Morrow told Martell the next time he stepped into the courtroom, he expected him to have made something of himself—something big.

“He said, ‘I challenge you to be a CEO of a Fortune 500 company instead of being out here selling drugs,’” Martell told Deadline Detroit. “And I love a challenge.”

“It was kind of in jest,” Morrow recalled in an interview with The Washington Post, “but he understood I believed he could be anything he wanted to be.”

Fast forward 16 years and Martell is standing in front of Judge Morrow again—only this time, he’s being sworn in as an attorney after passing the Michigan state bar. While the outcome is sweet, Martell’s path wasn’t easy or assured.
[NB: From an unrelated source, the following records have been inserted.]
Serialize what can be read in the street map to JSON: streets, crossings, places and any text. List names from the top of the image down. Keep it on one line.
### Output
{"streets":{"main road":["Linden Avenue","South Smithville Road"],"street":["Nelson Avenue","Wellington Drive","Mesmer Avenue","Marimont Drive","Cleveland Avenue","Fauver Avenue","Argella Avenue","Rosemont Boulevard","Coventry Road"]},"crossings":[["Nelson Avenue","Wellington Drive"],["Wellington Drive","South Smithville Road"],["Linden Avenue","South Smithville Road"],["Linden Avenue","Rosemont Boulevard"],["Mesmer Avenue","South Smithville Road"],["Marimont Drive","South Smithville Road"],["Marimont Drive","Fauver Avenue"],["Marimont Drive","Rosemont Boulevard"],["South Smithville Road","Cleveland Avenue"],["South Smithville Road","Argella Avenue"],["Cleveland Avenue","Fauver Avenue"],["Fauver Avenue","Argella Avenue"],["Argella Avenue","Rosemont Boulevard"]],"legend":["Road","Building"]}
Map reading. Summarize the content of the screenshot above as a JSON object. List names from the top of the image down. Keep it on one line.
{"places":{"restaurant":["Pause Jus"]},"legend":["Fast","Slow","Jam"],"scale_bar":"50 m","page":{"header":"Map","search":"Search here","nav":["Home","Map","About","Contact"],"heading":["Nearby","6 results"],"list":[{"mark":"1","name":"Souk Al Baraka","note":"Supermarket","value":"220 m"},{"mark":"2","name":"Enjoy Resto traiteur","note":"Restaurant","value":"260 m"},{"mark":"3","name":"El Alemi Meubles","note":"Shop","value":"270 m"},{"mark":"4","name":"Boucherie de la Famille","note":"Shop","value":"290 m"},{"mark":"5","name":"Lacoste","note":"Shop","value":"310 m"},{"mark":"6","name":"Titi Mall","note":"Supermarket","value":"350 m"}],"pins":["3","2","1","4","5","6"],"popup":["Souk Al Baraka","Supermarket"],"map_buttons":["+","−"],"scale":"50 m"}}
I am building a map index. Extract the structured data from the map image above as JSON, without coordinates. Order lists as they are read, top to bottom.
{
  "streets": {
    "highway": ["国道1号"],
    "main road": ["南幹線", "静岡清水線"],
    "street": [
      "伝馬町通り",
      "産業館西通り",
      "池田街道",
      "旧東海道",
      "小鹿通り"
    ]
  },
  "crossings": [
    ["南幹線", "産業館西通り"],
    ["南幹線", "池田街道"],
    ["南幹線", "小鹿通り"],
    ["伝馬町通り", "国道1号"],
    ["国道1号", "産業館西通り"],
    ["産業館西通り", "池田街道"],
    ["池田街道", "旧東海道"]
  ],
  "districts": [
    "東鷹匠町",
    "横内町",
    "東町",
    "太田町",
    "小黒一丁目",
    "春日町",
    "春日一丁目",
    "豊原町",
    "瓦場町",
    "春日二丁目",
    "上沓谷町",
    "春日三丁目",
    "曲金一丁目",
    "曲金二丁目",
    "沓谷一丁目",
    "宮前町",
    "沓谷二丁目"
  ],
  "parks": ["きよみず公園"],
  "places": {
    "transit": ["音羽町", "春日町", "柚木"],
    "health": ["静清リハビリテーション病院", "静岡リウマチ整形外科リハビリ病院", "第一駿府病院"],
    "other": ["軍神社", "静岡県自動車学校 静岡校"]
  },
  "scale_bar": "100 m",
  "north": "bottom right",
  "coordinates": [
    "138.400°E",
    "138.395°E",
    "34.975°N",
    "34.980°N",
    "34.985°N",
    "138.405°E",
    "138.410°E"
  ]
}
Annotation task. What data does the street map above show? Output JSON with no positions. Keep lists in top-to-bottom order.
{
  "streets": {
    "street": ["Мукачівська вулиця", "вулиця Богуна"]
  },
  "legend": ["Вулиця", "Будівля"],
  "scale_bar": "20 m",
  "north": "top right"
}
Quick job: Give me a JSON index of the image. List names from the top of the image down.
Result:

Since there was a very real possibility that his prior criminal record might scuttle his future plans, as he was completing his GED, Martell’s guidance counselors discouraged him from pursuing a legal career. But he refused to give up.

After obtaining his associate’s degree, Martell went on to score scholarships for both his undergraduate studies and law school. He then clerked at the District of Columbia’s Federal Public Defender’s office, and eventually was hired by the Perkins Law Group as a researcher and writer.

When it came time to take the bar exam, Martell had plenty of supporters in his corner—including Judge Morrow, with whom he’d kept touch over the years.

With the help of his law firm mentors, Martell submitted a 1,200-plus page application detailing the steps he’d taken to turn his life around.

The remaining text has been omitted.